**WORK ORDER**:
Search term "green": copy each line of the records that contains it.

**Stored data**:
::::::::

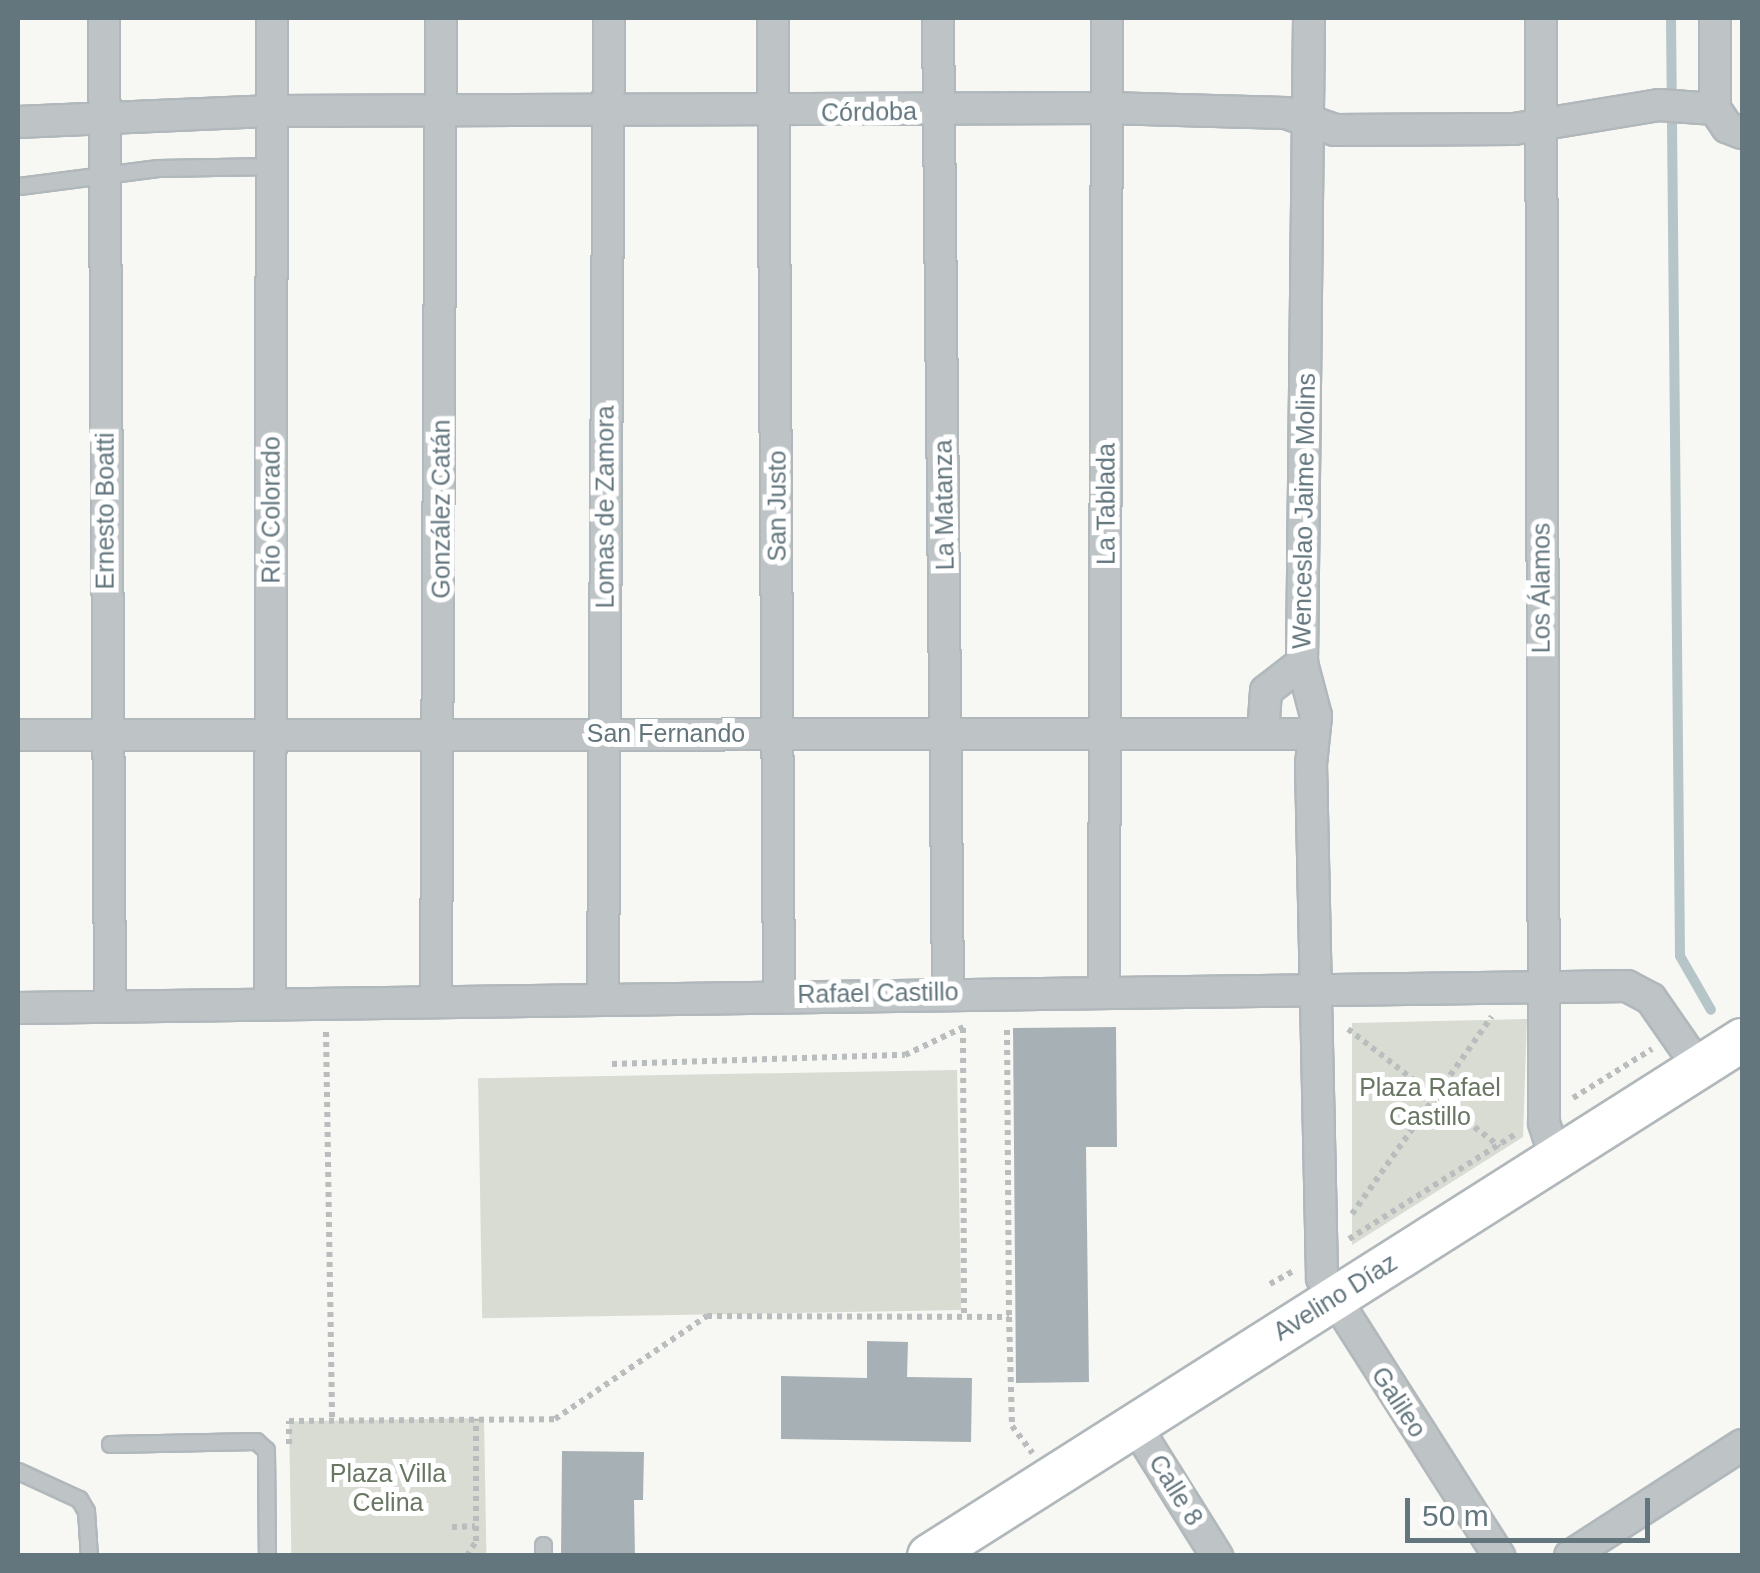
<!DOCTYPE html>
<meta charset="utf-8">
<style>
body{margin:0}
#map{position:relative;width:1760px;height:1573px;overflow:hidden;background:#f7f7f4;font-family:Arial,sans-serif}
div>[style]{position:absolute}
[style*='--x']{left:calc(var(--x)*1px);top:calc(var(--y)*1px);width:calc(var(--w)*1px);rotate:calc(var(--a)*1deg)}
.green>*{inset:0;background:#d8dcd3;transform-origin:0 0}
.stream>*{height:10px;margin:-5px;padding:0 5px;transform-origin:5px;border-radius:5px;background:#b6c5c7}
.building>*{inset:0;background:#a7b1b5}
.path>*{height:6px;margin-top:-3px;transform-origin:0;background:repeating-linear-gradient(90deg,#b9bdbe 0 5px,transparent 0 10px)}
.roads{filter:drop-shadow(2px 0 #b1b8bb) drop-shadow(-2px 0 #b1b8bb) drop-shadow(0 2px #b1b8bb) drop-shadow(0 -2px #b1b8bb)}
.lane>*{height:15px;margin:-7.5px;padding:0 7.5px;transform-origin:7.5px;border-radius:7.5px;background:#bec4c6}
.street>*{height:30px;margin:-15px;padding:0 15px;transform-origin:15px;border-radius:15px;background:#bec4c6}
.secondary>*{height:42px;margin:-21px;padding:0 21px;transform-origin:21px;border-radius:21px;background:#fff}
span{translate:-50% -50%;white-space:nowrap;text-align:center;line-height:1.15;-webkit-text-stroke:10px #fff;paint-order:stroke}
.street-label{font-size:25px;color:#63767e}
.park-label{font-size:25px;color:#687662}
.frame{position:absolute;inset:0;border:20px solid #63767e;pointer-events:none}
.scale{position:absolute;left:1405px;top:1498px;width:245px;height:45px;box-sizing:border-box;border:5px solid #63767e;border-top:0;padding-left:12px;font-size:30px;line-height:35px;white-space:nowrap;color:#63767e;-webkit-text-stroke:8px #fff;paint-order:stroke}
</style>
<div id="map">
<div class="green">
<div style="clip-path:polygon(1527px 1019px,1523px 1137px,1352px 1245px,1352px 1023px)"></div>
<div style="left:957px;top:1070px;width:240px;height:479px;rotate:89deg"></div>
<div style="left:484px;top:1418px;width:137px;height:195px;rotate:89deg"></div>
</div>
<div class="stream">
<div style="--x:1671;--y:18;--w:938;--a:89.45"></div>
<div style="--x:1680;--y:956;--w:62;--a:60.1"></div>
</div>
<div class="building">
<div style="clip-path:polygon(1116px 1027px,1117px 1147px,1086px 1147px,1089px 1382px,1016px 1383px,1013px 1028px)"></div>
<div style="clip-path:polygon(867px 1341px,908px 1342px,907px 1377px,972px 1378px,971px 1442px,781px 1439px,781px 1376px,867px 1378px)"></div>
<div style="clip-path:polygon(562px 1451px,644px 1452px,643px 1500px,634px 1500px,635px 1556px,561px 1556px)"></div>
</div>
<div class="path">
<div style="--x:963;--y:1028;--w:289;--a:89.8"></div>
<div style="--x:1348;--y:1029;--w:192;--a:37.8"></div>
<div style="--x:1007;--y:1030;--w:287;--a:89.6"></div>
<div style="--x:326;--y:1032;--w:388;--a:89.1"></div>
<div style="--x:612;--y:1064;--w:293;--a:-1.8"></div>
<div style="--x:905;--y:1055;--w:68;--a:-25.4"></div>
<div style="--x:1573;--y:1098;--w:93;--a:-31.8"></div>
<div style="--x:1352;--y:1214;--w:242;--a:-54.7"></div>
<div style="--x:1349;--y:1239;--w:197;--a:-32.2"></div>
<div style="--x:1270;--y:1284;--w:29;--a:-29"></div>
<div style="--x:289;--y:1444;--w:23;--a:-90"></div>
<div style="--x:289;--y:1421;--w:266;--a:-0.4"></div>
<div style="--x:555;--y:1419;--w:184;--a:-34.1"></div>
<div style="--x:707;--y:1316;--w:302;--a:0.2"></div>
<div style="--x:1009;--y:1317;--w:109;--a:88.4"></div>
<div style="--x:1012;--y:1426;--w:34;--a:53"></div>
<div style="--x:452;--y:1527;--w:23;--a:-2"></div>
<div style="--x:467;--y:1556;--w:17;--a:-59"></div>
<div style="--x:476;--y:1541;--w:122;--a:-90"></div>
</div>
<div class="roads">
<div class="lane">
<div style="--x:19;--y:186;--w:140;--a:-7.4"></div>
<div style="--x:158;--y:168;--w:115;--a:-1"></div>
<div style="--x:110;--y:1444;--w:146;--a:-1.2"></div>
<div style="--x:256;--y:1441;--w:13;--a:42"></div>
<div style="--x:266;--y:1450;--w:106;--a:89.5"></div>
<div style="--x:18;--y:1471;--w:67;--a:24.7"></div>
<div style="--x:79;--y:1499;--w:14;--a:60"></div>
<div style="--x:86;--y:1511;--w:45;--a:86.2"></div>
<div style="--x:543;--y:1556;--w:11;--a:-90"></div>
</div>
<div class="street">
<div style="--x:104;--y:18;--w:987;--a:89.65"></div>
<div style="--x:773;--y:18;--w:976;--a:89.65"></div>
<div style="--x:938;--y:18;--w:974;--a:89.41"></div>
<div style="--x:1309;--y:18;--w:645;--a:90.62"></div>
<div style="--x:1302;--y:663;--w:55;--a:75.2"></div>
<div style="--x:1316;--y:716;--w:48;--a:95.9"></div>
<div style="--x:1311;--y:764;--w:514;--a:88.77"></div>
<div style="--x:1322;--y:1278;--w:330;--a:57.5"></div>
<div style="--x:1541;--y:18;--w:1105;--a:89.84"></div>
<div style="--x:1544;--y:1123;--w:35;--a:72"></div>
<div style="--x:1715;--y:18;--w:91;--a:90"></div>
<div style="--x:1715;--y:109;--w:22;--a:56"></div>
<div style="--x:1727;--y:127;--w:16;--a:22"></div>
<div style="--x:18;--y:122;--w:255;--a:-2.5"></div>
<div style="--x:273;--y:111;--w:834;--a:-0.21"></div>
<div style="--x:1107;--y:108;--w:179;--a:1.6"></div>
<div style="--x:1286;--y:113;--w:52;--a:19.1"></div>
<div style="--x:1335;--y:130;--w:179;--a:-0.3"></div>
<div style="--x:1514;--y:129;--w:147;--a:-9.4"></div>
<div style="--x:1659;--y:105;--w:56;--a:4.1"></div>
<div style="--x:1263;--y:734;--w:43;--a:-86"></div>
<div style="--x:1266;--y:691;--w:46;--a:-37.9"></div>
<div style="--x:18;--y:735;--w:1296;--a:-0.04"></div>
<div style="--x:1104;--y:991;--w:973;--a:-89.82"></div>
<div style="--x:603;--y:997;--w:979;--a:-89.65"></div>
<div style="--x:436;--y:1001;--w:983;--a:-89.71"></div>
<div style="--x:270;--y:1003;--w:985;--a:-89.88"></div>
<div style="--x:18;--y:1008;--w:1609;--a:-0.78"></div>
<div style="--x:1627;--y:986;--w:27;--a:28"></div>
<div style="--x:1651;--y:999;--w:84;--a:55.2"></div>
<div style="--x:1135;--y:1425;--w:155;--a:58"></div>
<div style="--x:1570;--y:1556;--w:205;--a:-32.8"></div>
</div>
<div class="secondary">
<div style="--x:929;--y:1556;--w:963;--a:-32.4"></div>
</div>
</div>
<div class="street-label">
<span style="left:869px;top:112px;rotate:-1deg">Córdoba</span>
<span style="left:1106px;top:504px;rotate:-90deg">La Tablada</span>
<span style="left:944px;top:505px;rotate:-91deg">La Matanza</span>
<span style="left:777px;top:506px;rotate:-90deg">San Justo</span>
<span style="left:605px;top:507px;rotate:-90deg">Lomas de Zamora</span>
<span style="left:441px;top:509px;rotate:-90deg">González Catán</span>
<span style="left:271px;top:510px;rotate:-90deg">Río Colorado</span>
<span style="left:105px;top:511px;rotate:-90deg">Ernesto Boatti</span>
<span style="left:1304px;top:511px;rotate:-89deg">Wenceslao Jaime Molins</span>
<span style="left:1541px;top:588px;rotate:-90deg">Los Álamos</span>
<span style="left:666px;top:733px">San Fernando</span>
<span style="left:878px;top:993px;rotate:-1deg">Rafael Castillo</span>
<span style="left:1335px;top:1297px;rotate:-32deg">Avelino Díaz</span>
<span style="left:1399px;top:1402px;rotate:57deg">Galileo</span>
<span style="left:1176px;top:1490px;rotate:58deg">Calle 8</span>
</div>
<div class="park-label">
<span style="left:1430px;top:1102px">Plaza Rafael<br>Castillo</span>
<span style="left:388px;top:1488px">Plaza Villa<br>Celina</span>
</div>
<div class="frame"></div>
<div class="scale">50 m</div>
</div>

::::::::

**ANSWER TO THIS TASK**:
.green>*{inset:0;background:#d8dcd3;transform-origin:0 0}
<div class="green">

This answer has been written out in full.